Drug Store Wars: The Ontario Government is proposing changes to the way that generic drugs are dispensed in the province. The government plans to lower the cap on charges for generic drugs and to eliminate what are known as "professional allowances". Monday on The Current, we spoke with Ontario Health Minister Deb Matthews. She believes professional allowances are one of the reasons why we have been paying so much for generic drugs. After we aired this segment, we heard from you.
To add to your thoughts about anything you hear on the program, you can email us, you can call us toll-free anytime at 1 877 287 7366. Or send us an old fashioned letter to Box 500, Station A, Toronto, M5W 1E6.
We are also on Twitter at TheCurrentCBC. And we've created a fan page on Facebook.
Tough New Planet
In any relationship, it's important to respect boundaries. That's something humans haven't been very good at when it comes to our relationship with the Earth. And now some scientists say we may end up paying a heavy price for that. Jonathan Foley is a climatologist and an ecologist. He's also the Director of the Institute on the Environment at the University of Minnesota. We aired what he had to say about the dangers of ignoring boundaries.

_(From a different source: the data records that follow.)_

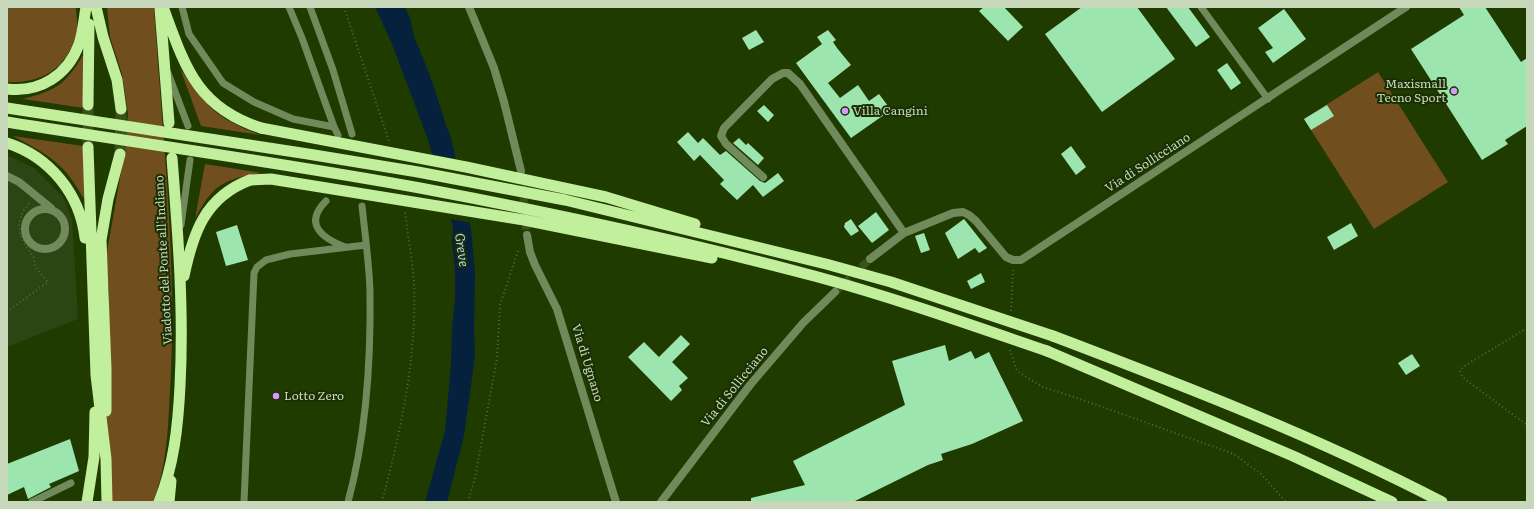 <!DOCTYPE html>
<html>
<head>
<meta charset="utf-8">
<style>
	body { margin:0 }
	#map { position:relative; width:1534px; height:509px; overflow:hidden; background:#203b00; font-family:Literata,serif }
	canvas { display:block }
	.frame { position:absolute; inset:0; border:8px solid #c7d8ba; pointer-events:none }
</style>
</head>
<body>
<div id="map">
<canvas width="1534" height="509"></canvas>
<div class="frame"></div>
</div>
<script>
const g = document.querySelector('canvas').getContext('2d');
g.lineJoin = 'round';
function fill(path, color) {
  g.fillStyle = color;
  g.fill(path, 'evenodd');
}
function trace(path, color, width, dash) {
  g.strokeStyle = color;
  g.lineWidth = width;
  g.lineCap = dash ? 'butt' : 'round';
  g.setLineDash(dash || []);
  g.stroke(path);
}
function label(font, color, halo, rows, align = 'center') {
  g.font = font + ' Literata,serif';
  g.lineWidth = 4;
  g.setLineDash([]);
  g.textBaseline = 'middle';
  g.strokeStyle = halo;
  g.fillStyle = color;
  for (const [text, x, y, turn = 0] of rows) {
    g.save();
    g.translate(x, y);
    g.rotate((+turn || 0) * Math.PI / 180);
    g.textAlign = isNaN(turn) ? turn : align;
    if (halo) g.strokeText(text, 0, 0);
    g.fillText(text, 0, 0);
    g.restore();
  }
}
fill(new Path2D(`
	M7,155l27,13 29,29 9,22 6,100 -71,28z`), '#2c4513');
fill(new Path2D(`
	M7,7h69c0,7 2,15 1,22 -7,37 -33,55 -70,53z
	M107,7h47c8,127 24,257 16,384 -2,37 -3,76 -17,111h-44l-3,-70 3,-140 -3,-35 19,-107 3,-37 -6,-39 -12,-37z
	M83,55l1,53 -61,-9c34,-9 42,-14 60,-44z
	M180,68c14,21 28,42 51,54 9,5 19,9 29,13l-59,-9z
	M1378,72l70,110 -74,47 -70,-110z
	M13,136l70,10 2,54c-8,-12 -15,-25 -26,-35 -14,-13 -30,-20 -46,-29z
	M205,164l57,9c-19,3 -39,6 -52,22 -6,7 -11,16 -15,24z`), '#714e1d');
fill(new Path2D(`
	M375,7h30l5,11 4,18 18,45 13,41 6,16 20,91 4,44 -1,58 1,25 -11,80 -17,66h-22l20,-71 6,-66 1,-36 3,-32v-28l-3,-27 1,-15 -24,-84 -9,-25 -28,-74z`), '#05213d');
fill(new Path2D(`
	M430,154l27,5 15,64 -23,-4z`), '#203b00');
fill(new Path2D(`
	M984,7h20l19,20 -15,14 -29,-30z
	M1082,7h55l38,52 -73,53 -57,-78z
	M1166,7h22l22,30 -14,10z
	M1459,7h26l36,55 6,-4v68l-22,14 3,4 -26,16 -71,-111 53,-34z
	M1284,9l22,30 -33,24 -8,-11 8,-4 -15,-20z
	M756,30l8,12 -15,8 -7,-12z
	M828,30l8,10 -3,2 4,6 14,17 -23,18 12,15 18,-13 11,16 10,-7 12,16 -40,28 -55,-75 26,-19 -5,-7z
	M1227,63l14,20 -10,7 -14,-20z
	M764,105l10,10 -6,7 -11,-11z
	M1327,105l7,11 -23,14 -7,-11z
	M688,132l10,11 5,-5 17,17 6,-4 34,30 5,2 13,-10 6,8 -21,16 -10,-12 -16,15 -17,-16 4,-4 -24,-25 -6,6 -17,-19z
	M739,138l7,7 2,-2 16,15 -6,7 -25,-22z
	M1071,146l15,21 -10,8 -15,-21z
	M876,212l13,18 -17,13 -14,-17z
	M851,219l8,12 -8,5 -7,-9 1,-4z
	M964,219l23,29 -8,5 -4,-5 -17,11 -13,-26z
	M1351,223l7,13 -24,14 -7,-13z
	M237,225l11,35 -22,6 -10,-34z
	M924,233l6,17 -9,3 -6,-17z
	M981,273l4,9 -14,7 -4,-8z
	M681,335l9,9 -18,18 16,16 -9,8 3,4 -11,11 -43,-44 16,-15 15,15z
	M945,345l4,16 22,-10 4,8 14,-7 34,69 -51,23 -31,10 2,6 -15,5 -75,37h-102v-4l54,-13 -12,-24 112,-56 -13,-44z
	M1412,354l8,12 -14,9 -8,-12z
	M70,439l9,32 -30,13 2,3 -23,12 -4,-12 -17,8v-31z`), '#9ce5af');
trace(new Path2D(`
	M521,174l6,61
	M835,292l35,-33`), '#39531c', 8, [8, 4]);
trace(new Path2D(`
	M88,105v42
	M120,154l1,-45`), '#39531c', 11, [11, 5.5]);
trace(new Path2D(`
	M344,7l45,134
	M1011,311l2,-41
	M7,312l41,-30 -13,-15 -1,-9 -9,-14 -5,-10 -1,-11 3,-10 8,-11
	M1527,328l-64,39 -3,4 2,5 4,4 61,45
	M1010,350l7,21 26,16 37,12 154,55 27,20 25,28
	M382,502c19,-72 35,-145 32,-220 -2,-23 -6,-47 -9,-70
	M468,502l7,-24 22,-120 3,-53 19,-57`), '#546c3a', 2, [1, 3]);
trace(new Path2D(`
	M182,7l7,27 34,49 31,19 39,17 41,8
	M289,7l13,31 32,89 4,8
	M310,7l23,63 19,64
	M1201,7l67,92
	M168,73l20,53
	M326,201c-23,23 -4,37 19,46
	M181,225l9,-65
	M32,502l39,-19
	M244,502l10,-229 3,-6 9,-7 24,-6 76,-9
	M348,502c18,-66 23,-143 22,-211 -1,-29 -5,-57 -8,-85`), '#708a5b', 7);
trace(new Path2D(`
	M469,7l25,61 10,34 17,69
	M7,176l12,6 32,26
	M763,177l-37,-33 -5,-8 3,-8 48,-49 11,-6h5l12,11 104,149
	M25 229a20 20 0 1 1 40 0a20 20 0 1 1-40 0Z
	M527,235l3,17 5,13 22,44 59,193
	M870,259l34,-26 49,-20 10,-1 6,3 7,6 30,36 7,3h8l385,-253
	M661,502l89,-117 53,-62 32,-31`), '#708a5b', 8);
trace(new Path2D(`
	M96,7l7,30 14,43 4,29
	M163,7c22,59 33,100 98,121
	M160,8l9,115
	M7,89c33,4 61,-14 72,-45 4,-12 5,-25 7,-37
	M88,105l1,-81
	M7,143c43,14 73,51 78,95
	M88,147l8,228 10,84 1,43
	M184,276c9,-43 21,-79 66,-96
	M1053,336c132,50 264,101 389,166
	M1047,351l246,105 99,46
	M106,411v-42l-5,-129 7,-41 12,-45
	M87,502l7,-45 1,-45
	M159,502c15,-37 19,-76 21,-116 4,-76 -2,-152 -8,-228
	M169,502l2,-21`), '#c1ef9b', 11);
trace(new Path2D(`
	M7,108l301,46 110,18 147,28 261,64 65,18 162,54
	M7,122c138,22 276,41 413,66 133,25 267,54 398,89 77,21 153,48 229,74
	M261,128l205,39 140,30 89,27
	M250,180l21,-1 253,41 188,38`), '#c1ef9b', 11);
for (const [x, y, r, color] of [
	[1454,91,4,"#d69bfa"],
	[845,111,4,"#d69bfa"],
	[276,396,4,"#d69bfa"]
]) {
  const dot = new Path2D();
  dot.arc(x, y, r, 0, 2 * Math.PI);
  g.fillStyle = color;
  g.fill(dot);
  trace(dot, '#1a2f03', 1.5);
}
label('12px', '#c7d8ba', '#1a2f03', [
	["Maxismall",1446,84,"right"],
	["Tecno Sport",1446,98,"right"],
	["Villa Cangini",853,111],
	["Lotto Zero",284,396]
], 'left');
label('12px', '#c7d8ba', '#1a2f03', [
	["Via di Sollicciano",1148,163,-33],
	["Viadotto del Ponte all'Indiano",164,260,-93],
	["Via di Ugnano",587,363,73],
	["Via di Sollicciano",735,387,-51]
]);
label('italic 13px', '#b8d4f4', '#1a2f03', [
	["Greve",461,250,82]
]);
</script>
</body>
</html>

Jonathan Foley was a member of a group of scientists who published a report in the journal Nature last year. It looked at nine aspects of the environment in order to determine how close humanity is to pushing the Earth beyond its capacity to sustain life as we know it.
According to the report Jonathan Foley helped write, there's some breathing room in some areas. But in others we're either approaching a tipping point or already past it. For example, with biodiversity loss, he says we've blown way past the limit.
Bill McKibben has been thinking about planetary boundaries for a long time. And he thinks we've already reached a breaking point. His latest book is called Eaarth: Making a Life on a Tough New Planet.That's "Eaarth" with two a's by the way. In it, he argues that we need to develop a blueprint for life on a planet that's not as friendly to humans as it used to be. Bill McKibben was in Toronto.
Last Word: Anna Lappe
Before we go ... Bill McKibben was just telling us about how we need to change our food system for the harsh, new planet we live on. That's something Anna Lappe has spent a lot of time working on. Her new book is called Diet for a Hot Planet: The Climate Crisis at the End of Your Fork and What You Can Do About It. And she thinks that a low-carbon, low-chemical food system would be good news for foodies. We gave her the last word this morning.